Car on the Hill

Description of the task : ``Car on the Hill''

The state space :

The car is defined by the 2-dimensional state x=(y,v)
where y is its position and v its velocity.

The control space :

The control u is a 1-dimensional variable that takes a
finite number of possible values between u_min and u_max.
It represents the thrust applied to the car.

The state dynamics :

The state dynamics is defined by the differential equation :
dx
-- = f(x,u)
dt
in the deterministic case, and by the stochastic diff. eq. :
dx = f(x,u) dt + s(x,u) dw
in the stochastic case.
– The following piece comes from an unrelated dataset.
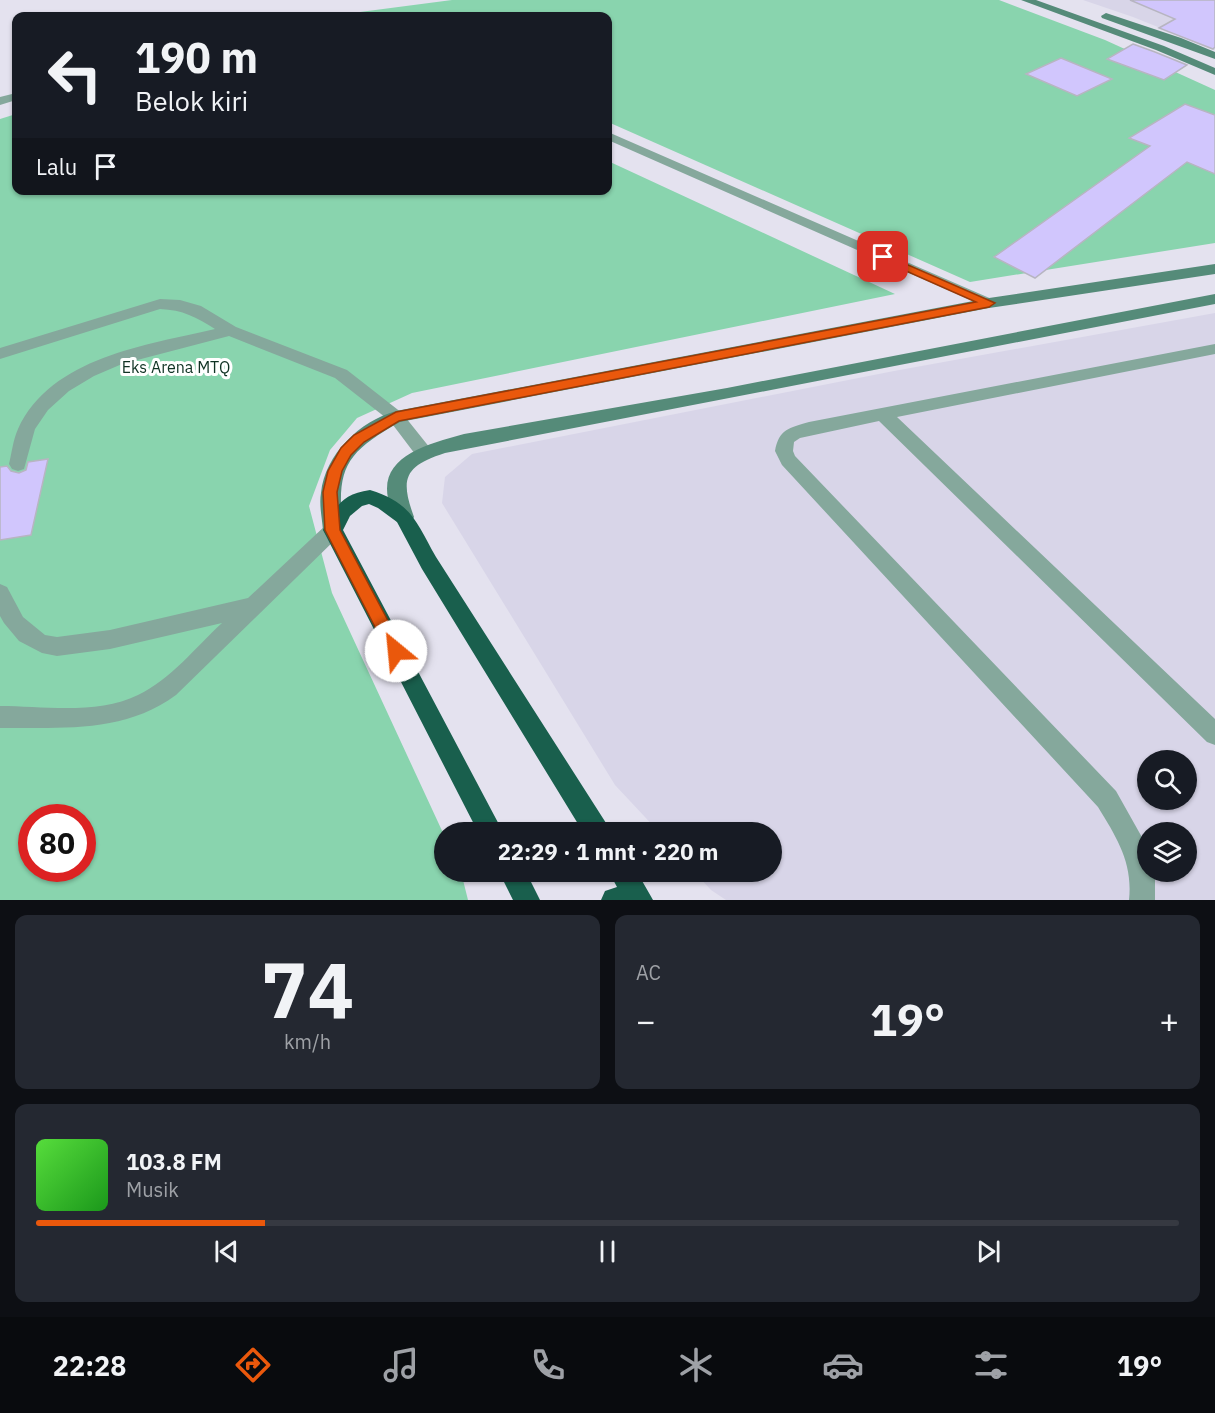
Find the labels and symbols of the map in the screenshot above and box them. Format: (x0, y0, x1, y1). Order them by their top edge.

Here dw is a Wiener process.
(The formulation of the stochasticity is explained is the
function hillcar_noise).

The reinforcement functions :

The current and terminal reinforcement functions are described
in the functions :

hillcar_current_reinf

hillcar_terminal_reinf

Code in C :

/* Definition of some constants and basic functions */
#define A 1.0
#define B 5.0
#define C 0.0
#define MASS 1.0
#define GRAVITY 9.81
#define f1(x) ((x) * ((x) + 1.0))
#define f1_dashed2(x) (2.0 * (x) + 1.0)
#define f2(x) (A * (x) / sqrt(1.0 + B * (x) * (x)))
#define f(x) (((x) < C) ? f1(x):f2(x))
#define f_dashed(x) (((x) < C) ? f1_dashed2(x) : f2_dashed2(x))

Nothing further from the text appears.